I want to move on, isn't that enough?
I am not the person I was before. I love my family and I wish my first love happiness even if it's not with me, I seriously do.
4. Why do you rely on your intuition too much?
That is because I went through too many hard times, made the mistake of not listening to my own heart and thus it is my saving grace. I need to love myself okay.
5. Ha, you were easily brainwashed before. You were humiliated by a person you regarded as a friend. You are so naive. One day whenever you would have a strong opinion about something, suddenly the next day it would change. Your personality can never be fixed and you might never find stability
I am trying to change. Rome was not built in a night.
I want to form a stronger, newer identity being more firm with my opinions and wants after everything that I had gone through. It takes time but I KNOW I WANT THAT.
I will definitely cut some people out of my life with less guilt and no regrets from now on.
6. You still remember the abuse inflicted by others in your past. You are weak and you do not move on easily. There's something wrong with you for thinking about it too much
Oh well these are learning experiences. There may be something wrong with me for thinking about it too much, but there might also be something wrong with them for having abusive, manipulative tendencies don't you think? :wink:
7. One day reality might snap you in the ass and you might find that your dreams, wants are meaningless
I have intuited that I am destined and meant for something greater in my life, and I want to hold on to that feeling. I just need to let go of the fear of growing up and I need to be more practical on my own terms.
I also intuit that love comes to me more easily after I've found myself. But the main reason for me finding myself is that I feel I need to be truer to myself while being the kind, giving individual I have always secretly longed to be.
I know my studies are suffering right now, I know that I often fall into bouts of fear, I know that my personal life seems a bit passive now..But I feel connections, I am moving towards more practical, realistic solutions and I am getting there.
8. There is something wrong with your head, you might be mentally unstable.
Yes, and surprisingly I'm still a writer, and I still can help people.

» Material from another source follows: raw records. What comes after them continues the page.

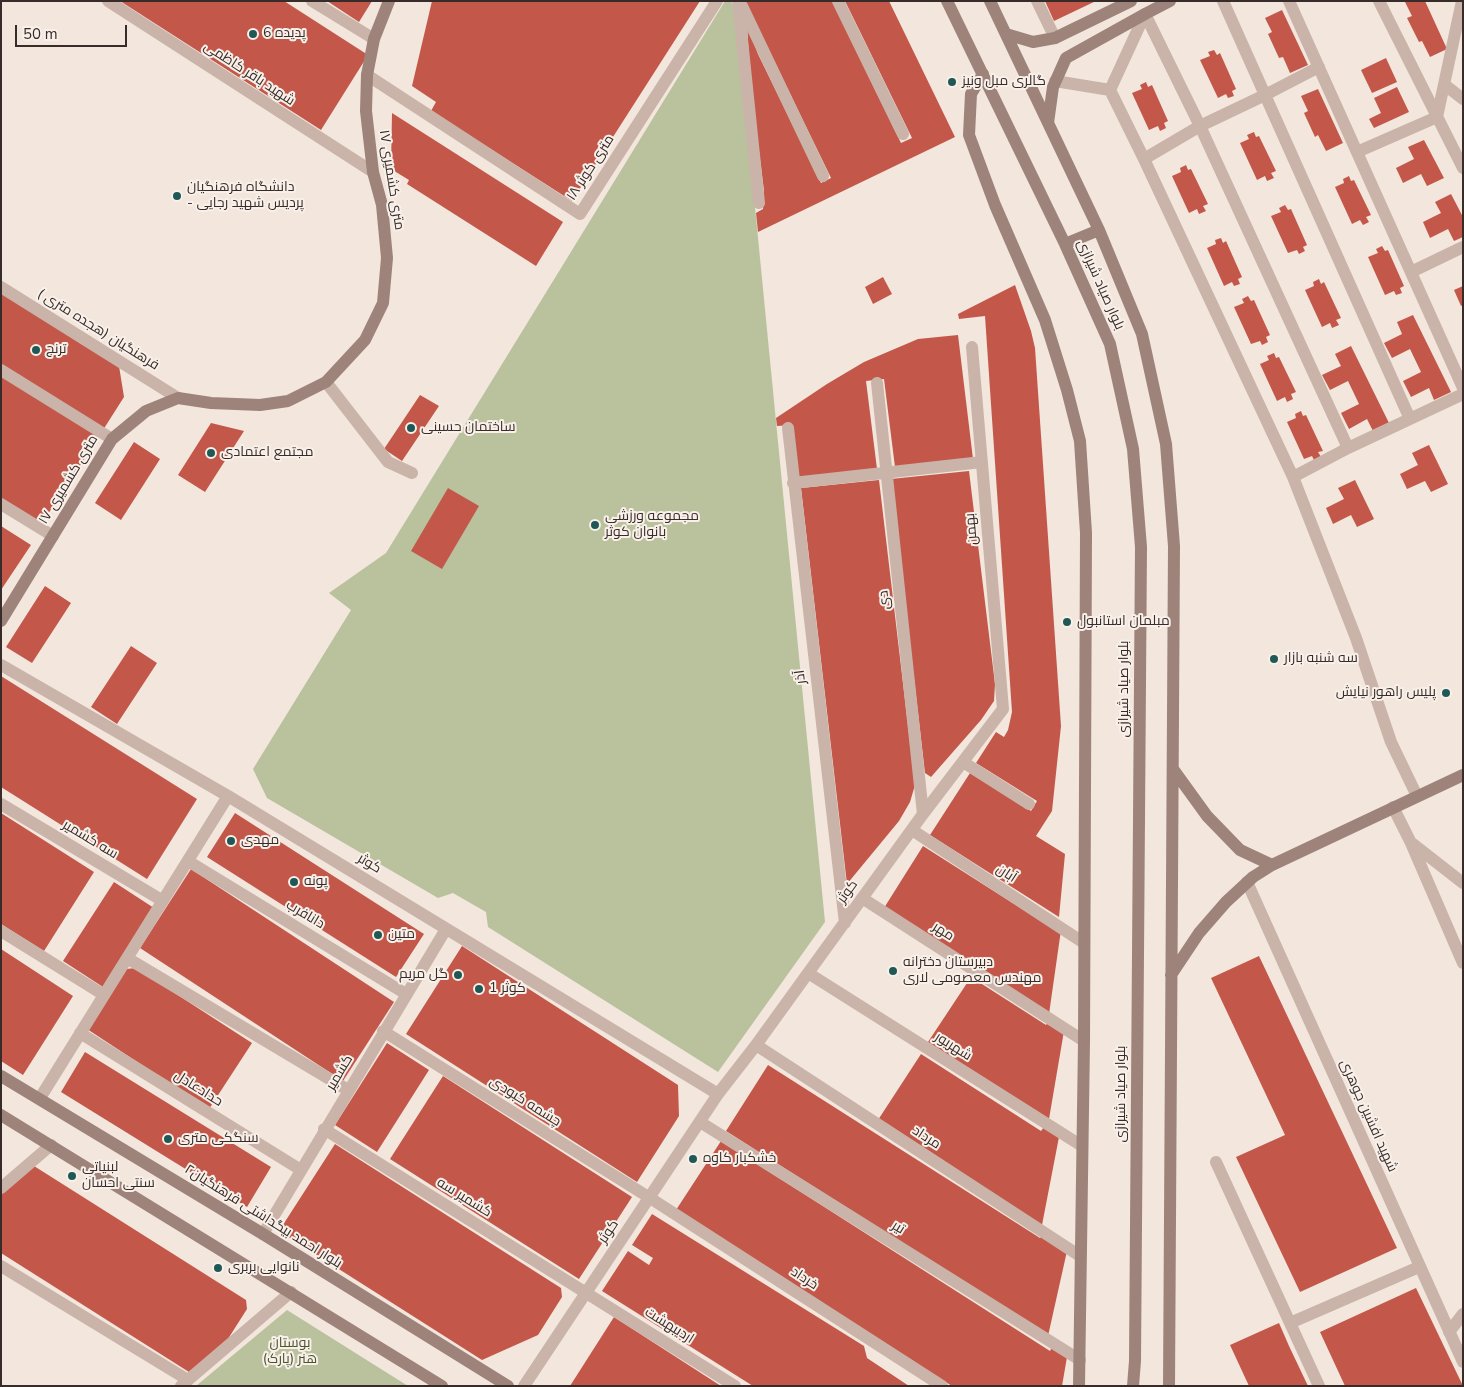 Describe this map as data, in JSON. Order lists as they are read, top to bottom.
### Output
{
  "streets": {
    "main road": ["۱۷ متری کشمیری", "بلوار صیاد شیرازی", "بلوار احمد بیگداشتی فرهنگیان۲"],
    "street": [
      "شهید باقر کاظمی",
      "۱۸ متری کوثر",
      "فرهنگیان (هجده متری )",
      "بهمن",
      "دی",
      "آذر",
      "سه کشمیر",
      "کوثر",
      "آبان",
      "دانافرب",
      "مهر",
      "شهریور",
      "کشمیر",
      "حدادعادل",
      "چشمه کبودی",
      "شهید افشین جوهری",
      "مرداد",
      "کشمیر سه",
      "تیر",
      "خرداد",
      "اردیبهشت"
    ]
  },
  "crossings": [
    ["شهید باقر کاظمی", "۱۷ متری کشمیری"],
    ["۱۸ متری کوثر", "۱۷ متری کشمیری"],
    ["۱۷ متری کشمیری", "فرهنگیان (هجده متری )"],
    ["بهمن", "کوثر"],
    ["دی", "کوثر"],
    ["آذر", "کوثر"],
    ["کوثر", "آبان"],
    ["کوثر", "مهر"],
    ["کوثر", "شهریور"],
    ["کوثر", "کشمیر"],
    ["کوثر", "چشمه کبودی"],
    ["کوثر", "مرداد"],
    ["کوثر", "کشمیر سه"],
    ["کوثر", "تیر"],
    ["کوثر", "خرداد"],
    ["کوثر", "اردیبهشت"],
    ["دانافرب", "کشمیر"],
    ["کشمیر", "حدادعادل"],
    ["کشمیر", "چشمه کبودی"],
    ["کشمیر", "کشمیر سه"],
    ["کشمیر", "بلوار احمد بیگداشتی فرهنگیان۲"],
    ["چشمه کبودی", "خرداد"],
    ["کشمیر سه", "اردیبهشت"]
  ],
  "parks": ["بوستان (پارک) هنر"],
  "places": [
    "پدیده 6",
    "گالری مبل ونیز",
    "دانشگاه فرهنگیان - پردیس شهید رجایی",
    "ترنج",
    "ساختمان حسینی",
    "مجتمع اعتمادی",
    "مجموعه ورزشی بانوان کوثر",
    "مبلمان استانبول",
    "سه شنبه بازار",
    "پلیس راهور نیایش",
    "مهدی",
    "پونه",
    "متین",
    "دبیرستان دخترانه مهندس معصومی لاری",
    "گل مریم",
    "کوثر 1",
    "سنگکی متری",
    "خشکبار کاوه",
    "لبنیاتی سنتی احسان",
    "نانوایی بربری"
  ],
  "scale_bar": "50 m"
}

I wonder why. Haha.
9. You are a burden to your best friends and people in your life by spaming their inboxes.
They let me. But other than that, I have been there for them when they had their problems, when their family members had passed away, when they need advice on some of the most personal matters, and I have kept a lot of their secrets. I hope that's enough.
10. You are an unfit, mentally weird, grudge holding, personally backward, scared, fearful, fragile little girl.
Maybe you're wrong. I'm going somewhere.
11. Your next mistakes might make you end up crying too much.
I'm not who I used to be. Can you please remember that?
I am not going to be too stuck in the past, I need to grow.
12. You always instinctively hate being too similar to the majority. There is something wrong with you. Why should you be special?
I just cannot help but get suspicious when things appear too normal and orderly in the social sphere. What? How many times have life surprised you more than you expected? My point exactly.
13. In terms of best friends, you are too reserved and only give your real devotion to a few.
So what's the alternative? Spend too much time with groups of people, engaging in gossip and pretending I'm falling in love with mindless freaks? Sorry.